Content starts

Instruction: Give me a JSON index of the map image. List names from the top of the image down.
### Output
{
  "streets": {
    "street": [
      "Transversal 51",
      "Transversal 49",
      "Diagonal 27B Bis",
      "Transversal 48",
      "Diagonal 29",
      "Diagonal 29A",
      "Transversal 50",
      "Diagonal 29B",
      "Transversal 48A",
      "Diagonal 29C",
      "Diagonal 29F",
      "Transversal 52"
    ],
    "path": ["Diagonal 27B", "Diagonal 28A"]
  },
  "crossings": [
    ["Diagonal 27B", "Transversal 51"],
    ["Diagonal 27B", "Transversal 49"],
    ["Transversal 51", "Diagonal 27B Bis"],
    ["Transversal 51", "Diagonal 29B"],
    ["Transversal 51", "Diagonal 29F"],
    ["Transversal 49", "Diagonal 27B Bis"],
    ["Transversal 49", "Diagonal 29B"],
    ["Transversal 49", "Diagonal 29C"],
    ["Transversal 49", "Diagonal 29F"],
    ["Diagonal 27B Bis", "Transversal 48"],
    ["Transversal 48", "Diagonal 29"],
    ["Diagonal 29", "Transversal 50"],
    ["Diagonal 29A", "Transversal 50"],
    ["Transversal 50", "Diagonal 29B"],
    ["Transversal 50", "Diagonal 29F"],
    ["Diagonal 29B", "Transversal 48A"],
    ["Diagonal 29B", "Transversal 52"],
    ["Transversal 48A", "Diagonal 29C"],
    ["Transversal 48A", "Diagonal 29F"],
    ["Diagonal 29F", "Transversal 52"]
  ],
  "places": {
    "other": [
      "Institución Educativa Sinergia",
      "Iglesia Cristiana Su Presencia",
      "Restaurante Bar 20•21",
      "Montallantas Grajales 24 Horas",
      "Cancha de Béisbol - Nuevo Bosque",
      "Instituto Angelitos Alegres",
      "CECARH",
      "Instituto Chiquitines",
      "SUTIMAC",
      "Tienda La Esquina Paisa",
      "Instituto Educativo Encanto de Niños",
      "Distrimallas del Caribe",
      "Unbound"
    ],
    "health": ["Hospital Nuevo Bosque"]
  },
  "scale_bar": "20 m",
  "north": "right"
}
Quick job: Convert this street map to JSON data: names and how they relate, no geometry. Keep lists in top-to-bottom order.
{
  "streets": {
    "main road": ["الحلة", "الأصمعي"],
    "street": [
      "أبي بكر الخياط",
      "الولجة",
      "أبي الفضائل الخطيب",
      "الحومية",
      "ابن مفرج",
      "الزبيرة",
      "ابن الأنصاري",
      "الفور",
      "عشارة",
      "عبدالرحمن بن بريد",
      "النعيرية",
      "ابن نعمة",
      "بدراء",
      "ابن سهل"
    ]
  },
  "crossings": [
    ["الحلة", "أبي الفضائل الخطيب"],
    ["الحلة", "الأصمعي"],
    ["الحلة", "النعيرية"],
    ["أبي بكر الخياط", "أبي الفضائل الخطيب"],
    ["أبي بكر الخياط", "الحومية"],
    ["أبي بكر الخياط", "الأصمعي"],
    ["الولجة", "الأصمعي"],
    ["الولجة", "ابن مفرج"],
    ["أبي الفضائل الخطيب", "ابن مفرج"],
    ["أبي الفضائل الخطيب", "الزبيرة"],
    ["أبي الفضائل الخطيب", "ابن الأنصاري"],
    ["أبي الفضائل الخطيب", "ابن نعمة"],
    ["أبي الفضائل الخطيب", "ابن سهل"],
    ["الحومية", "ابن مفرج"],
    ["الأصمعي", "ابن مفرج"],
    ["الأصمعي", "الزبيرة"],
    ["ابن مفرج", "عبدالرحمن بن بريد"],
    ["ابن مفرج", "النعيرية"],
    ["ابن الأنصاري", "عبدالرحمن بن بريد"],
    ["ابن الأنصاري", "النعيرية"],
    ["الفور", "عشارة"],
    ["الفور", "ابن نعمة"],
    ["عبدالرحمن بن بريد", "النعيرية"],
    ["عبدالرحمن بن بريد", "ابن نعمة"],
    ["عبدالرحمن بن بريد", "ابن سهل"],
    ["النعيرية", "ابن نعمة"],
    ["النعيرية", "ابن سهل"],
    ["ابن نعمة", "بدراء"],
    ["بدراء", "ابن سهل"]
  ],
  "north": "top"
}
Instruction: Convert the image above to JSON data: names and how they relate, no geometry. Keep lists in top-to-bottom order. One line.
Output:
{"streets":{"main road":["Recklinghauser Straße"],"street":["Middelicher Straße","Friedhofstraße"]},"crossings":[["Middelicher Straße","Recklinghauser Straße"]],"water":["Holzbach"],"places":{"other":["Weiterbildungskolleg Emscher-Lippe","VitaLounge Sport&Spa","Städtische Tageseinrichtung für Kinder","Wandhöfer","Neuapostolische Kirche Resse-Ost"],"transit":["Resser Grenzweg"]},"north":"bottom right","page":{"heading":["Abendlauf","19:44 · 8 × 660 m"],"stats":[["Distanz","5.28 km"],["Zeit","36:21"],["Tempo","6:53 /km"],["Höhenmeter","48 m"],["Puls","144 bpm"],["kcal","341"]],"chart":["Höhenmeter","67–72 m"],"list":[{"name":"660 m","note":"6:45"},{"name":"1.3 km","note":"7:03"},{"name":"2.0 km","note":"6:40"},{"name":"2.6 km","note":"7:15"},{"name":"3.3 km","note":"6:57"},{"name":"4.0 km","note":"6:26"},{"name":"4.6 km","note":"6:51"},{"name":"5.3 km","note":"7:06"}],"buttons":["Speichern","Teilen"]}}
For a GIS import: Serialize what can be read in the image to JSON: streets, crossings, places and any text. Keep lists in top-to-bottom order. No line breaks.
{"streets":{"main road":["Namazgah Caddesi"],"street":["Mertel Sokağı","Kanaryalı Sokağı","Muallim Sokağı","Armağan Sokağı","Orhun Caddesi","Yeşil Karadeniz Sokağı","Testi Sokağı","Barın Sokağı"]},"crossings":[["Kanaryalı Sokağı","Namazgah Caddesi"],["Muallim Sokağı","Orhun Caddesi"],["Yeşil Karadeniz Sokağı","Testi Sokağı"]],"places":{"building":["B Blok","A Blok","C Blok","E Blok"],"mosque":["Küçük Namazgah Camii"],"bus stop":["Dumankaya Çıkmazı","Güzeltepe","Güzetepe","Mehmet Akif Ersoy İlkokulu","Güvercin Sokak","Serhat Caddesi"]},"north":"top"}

Content ends

▶ DIRECTIONS
Nothing but an exact repetition of the entries is expected here.

▶ OUTPUT OF THE EXERCISE
Instruction: Give me a JSON index of the map image. List names from the top of the image down.
### Output
{
  "streets": {
    "street": [
      "Transversal 51",
      "Transversal 49",
      "Diagonal 27B Bis",
      "Transversal 48",
      "Diagonal 29",
      "Diagonal 29A",
      "Transversal 50",
      "Diagonal 29B",
      "Transversal 48A",
      "Diagonal 29C",
      "Diagonal 29F",
      "Transversal 52"
    ],
    "path": ["Diagonal 27B", "Diagonal 28A"]
  },
  "crossings": [
    ["Diagonal 27B", "Transversal 51"],
    ["Diagonal 27B", "Transversal 49"],
    ["Transversal 51", "Diagonal 27B Bis"],
    ["Transversal 51", "Diagonal 29B"],
    ["Transversal 51", "Diagonal 29F"],
    ["Transversal 49", "Diagonal 27B Bis"],
    ["Transversal 49", "Diagonal 29B"],
    ["Transversal 49", "Diagonal 29C"],
    ["Transversal 49", "Diagonal 29F"],
    ["Diagonal 27B Bis", "Transversal 48"],
    ["Transversal 48", "Diagonal 29"],
    ["Diagonal 29", "Transversal 50"],
    ["Diagonal 29A", "Transversal 50"],
    ["Transversal 50", "Diagonal 29B"],
    ["Transversal 50", "Diagonal 29F"],
    ["Diagonal 29B", "Transversal 48A"],
    ["Diagonal 29B", "Transversal 52"],
    ["Transversal 48A", "Diagonal 29C"],
    ["Transversal 48A", "Diagonal 29F"],
    ["Diagonal 29F", "Transversal 52"]
  ],
  "places": {
    "other": [
      "Institución Educativa Sinergia",
      "Iglesia Cristiana Su Presencia",
      "Restaurante Bar 20•21",
      "Montallantas Grajales 24 Horas",
      "Cancha de Béisbol - Nuevo Bosque",
      "Instituto Angelitos Alegres",
      "CECARH",
      "Instituto Chiquitines",
      "SUTIMAC",
      "Tienda La Esquina Paisa",
      "Instituto Educativo Encanto de Niños",
      "Distrimallas del Caribe",
      "Unbound"
    ],
    "health": ["Hospital Nuevo Bosque"]
  },
  "scale_bar": "20 m",
  "north": "right"
}
Quick job: Convert this street map to JSON data: names and how they relate, no geometry. Keep lists in top-to-bottom order.
{
  "streets": {
    "main road": ["الحلة", "الأصمعي"],
    "street": [
      "أبي بكر الخياط",
      "الولجة",
      "أبي الفضائل الخطيب",
      "الحومية",
      "ابن مفرج",
      "الزبيرة",
      "ابن الأنصاري",
      "الفور",
      "عشارة",
      "عبدالرحمن بن بريد",
      "النعيرية",
      "ابن نعمة",
      "بدراء",
      "ابن سهل"
    ]
  },
  "crossings": [
    ["الحلة", "أبي الفضائل الخطيب"],
    ["الحلة", "الأصمعي"],
    ["الحلة", "النعيرية"],
    ["أبي بكر الخياط", "أبي الفضائل الخطيب"],
    ["أبي بكر الخياط", "الحومية"],
    ["أبي بكر الخياط", "الأصمعي"],
    ["الولجة", "الأصمعي"],
    ["الولجة", "ابن مفرج"],
    ["أبي الفضائل الخطيب", "ابن مفرج"],
    ["أبي الفضائل الخطيب", "الزبيرة"],
    ["أبي الفضائل الخطيب", "ابن الأنصاري"],
    ["أبي الفضائل الخطيب", "ابن نعمة"],
    ["أبي الفضائل الخطيب", "ابن سهل"],
    ["الحومية", "ابن مفرج"],
    ["الأصمعي", "ابن مفرج"],
    ["الأصمعي", "الزبيرة"],
    ["ابن مفرج", "عبدالرحمن بن بريد"],
    ["ابن مفرج", "النعيرية"],
    ["ابن الأنصاري", "عبدالرحمن بن بريد"],
    ["ابن الأنصاري", "النعيرية"],
    ["الفور", "عشارة"],
    ["الفور", "ابن نعمة"],
    ["عبدالرحمن بن بريد", "النعيرية"],
    ["عبدالرحمن بن بريد", "ابن نعمة"],
    ["عبدالرحمن بن بريد", "ابن سهل"],
    ["النعيرية", "ابن نعمة"],
    ["النعيرية", "ابن سهل"],
    ["ابن نعمة", "بدراء"],
    ["بدراء", "ابن سهل"]
  ],
  "north": "top"
}
Instruction: Convert the image above to JSON data: names and how they relate, no geometry. Keep lists in top-to-bottom order. One line.
Output:
{"streets":{"main road":["Recklinghauser Straße"],"street":["Middelicher Straße","Friedhofstraße"]},"crossings":[["Middelicher Straße","Recklinghauser Straße"]],"water":["Holzbach"],"places":{"other":["Weiterbildungskolleg Emscher-Lippe","VitaLounge Sport&Spa","Städtische Tageseinrichtung für Kinder","Wandhöfer","Neuapostolische Kirche Resse-Ost"],"transit":["Resser Grenzweg"]},"north":"bottom right","page":{"heading":["Abendlauf","19:44 · 8 × 660 m"],"stats":[["Distanz","5.28 km"],["Zeit","36:21"],["Tempo","6:53 /km"],["Höhenmeter","48 m"],["Puls","144 bpm"],["kcal","341"]],"chart":["Höhenmeter","67–72 m"],"list":[{"name":"660 m","note":"6:45"},{"name":"1.3 km","note":"7:03"},{"name":"2.0 km","note":"6:40"},{"name":"2.6 km","note":"7:15"},{"name":"3.3 km","note":"6:57"},{"name":"4.0 km","note":"6:26"},{"name":"4.6 km","note":"6:51"},{"name":"5.3 km","note":"7:06"}],"buttons":["Speichern","Teilen"]}}
For a GIS import: Serialize what can be read in the image to JSON: streets, crossings, places and any text. Keep lists in top-to-bottom order. No line breaks.
{"streets":{"main road":["Namazgah Caddesi"],"street":["Mertel Sokağı","Kanaryalı Sokağı","Muallim Sokağı","Armağan Sokağı","Orhun Caddesi","Yeşil Karadeniz Sokağı","Testi Sokağı","Barın Sokağı"]},"crossings":[["Kanaryalı Sokağı","Namazgah Caddesi"],["Muallim Sokağı","Orhun Caddesi"],["Yeşil Karadeniz Sokağı","Testi Sokağı"]],"places":{"building":["B Blok","A Blok","C Blok","E Blok"],"mosque":["Küçük Namazgah Camii"],"bus stop":["Dumankaya Çıkmazı","Güzeltepe","Güzetepe","Mehmet Akif Ersoy İlkokulu","Güvercin Sokak","Serhat Caddesi"]},"north":"top"}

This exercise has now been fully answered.